BRITAIN’S SECRET WEAPON
In 1936 Watson-Watt set up a new research station under the Air Ministry at Bawdsey Manor in Suffolk. Britain wasn’t the only country developing radio technology in these pre-war years, but Watson-Watt’s team were pioneers of the early systems, initially known as Radio Detection Finding before the introduction of the American term, RADAR (Radio Detection And Ranging). By the autumn of 1938, radar systems capable of detecting enemy aircraft at any time of day and in any weather conditions were in place along the south and east coasts of England.
The system was considered the ‘secret weapon’ of the Allied Forces during the Battle of Britain in 1940. Giving advance warning of Luftwaffe formations over France, the RAF were able to quickly scramble aircraft and intercept the surprised pilots over the channel. Without Watson-Watt’s influential leadership, such a system may never have been set up in time.

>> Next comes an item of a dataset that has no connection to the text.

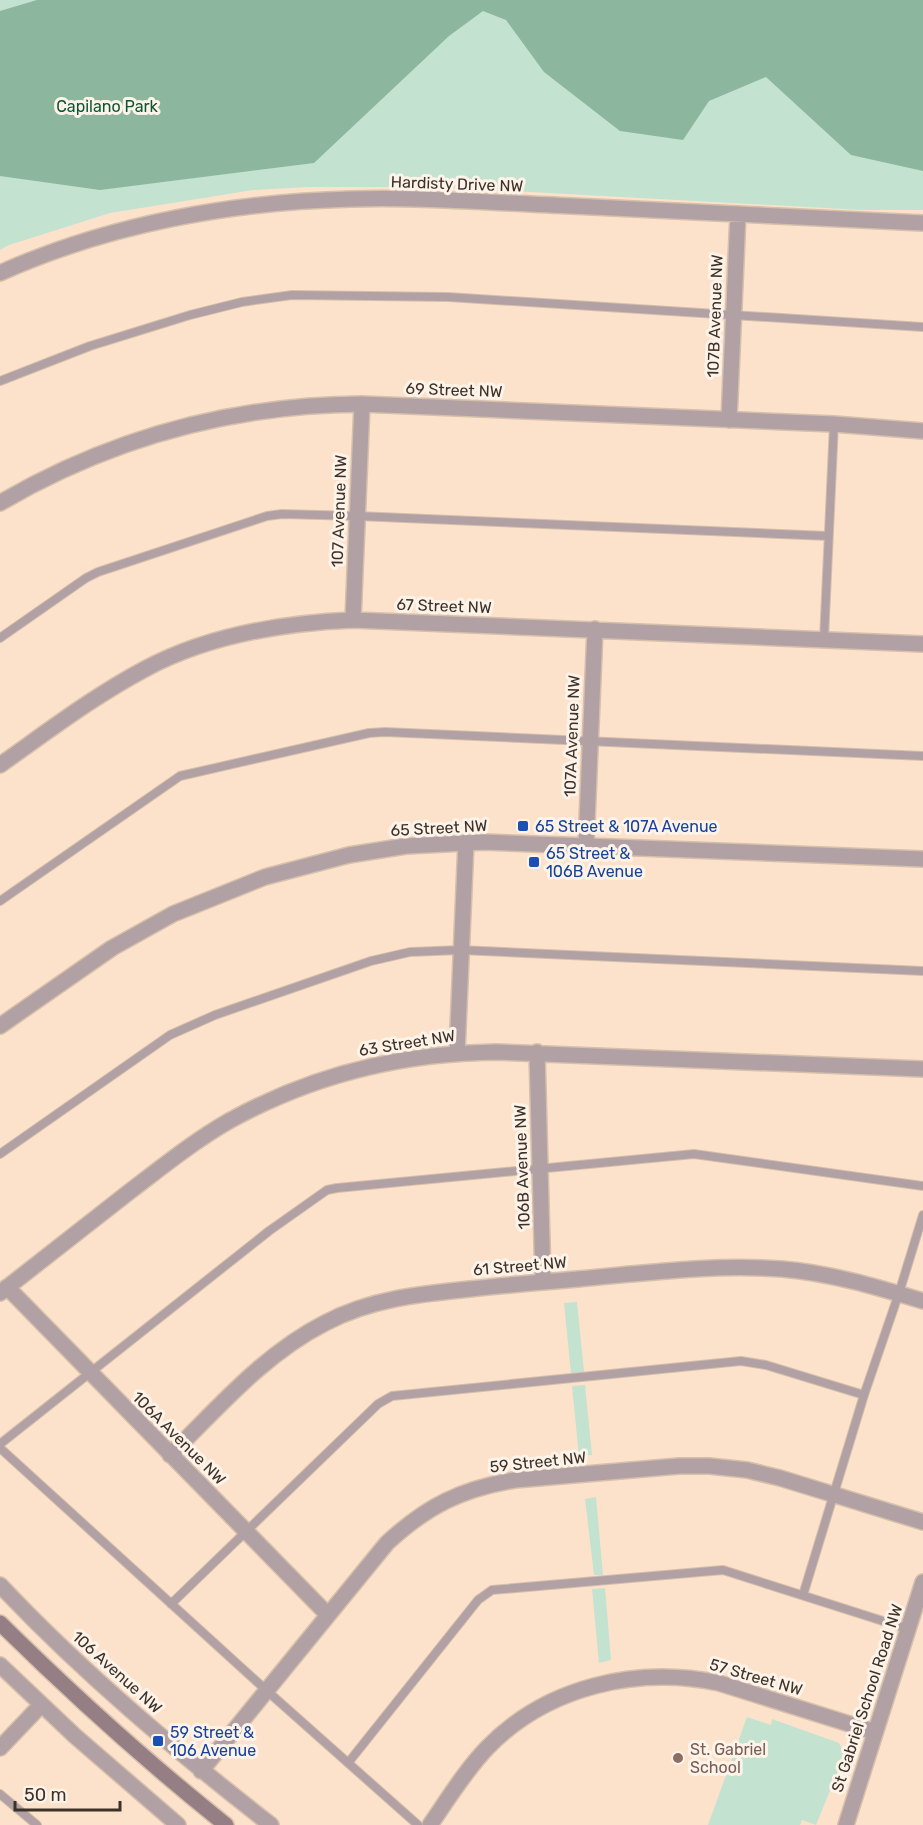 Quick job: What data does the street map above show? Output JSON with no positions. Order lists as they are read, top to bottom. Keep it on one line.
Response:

Watson-Watt moved to 287 Sheen Lane in London in 1938 or 1939, and remained there until the late 1940s. He played a vital role during the war, continuing to develop radar and convincing politicians that continued investment in his project was essential to the defence of Britain.
Watson-Watt was knighted in 1942 and later lived in Canada and the US before returning to Scotland. While in Canada he was reportedly caught speeding by a police officer using a radar-gun. ‘Had I known what you were going to do with it,’ he is said to have replied, ‘I would never have invented it!’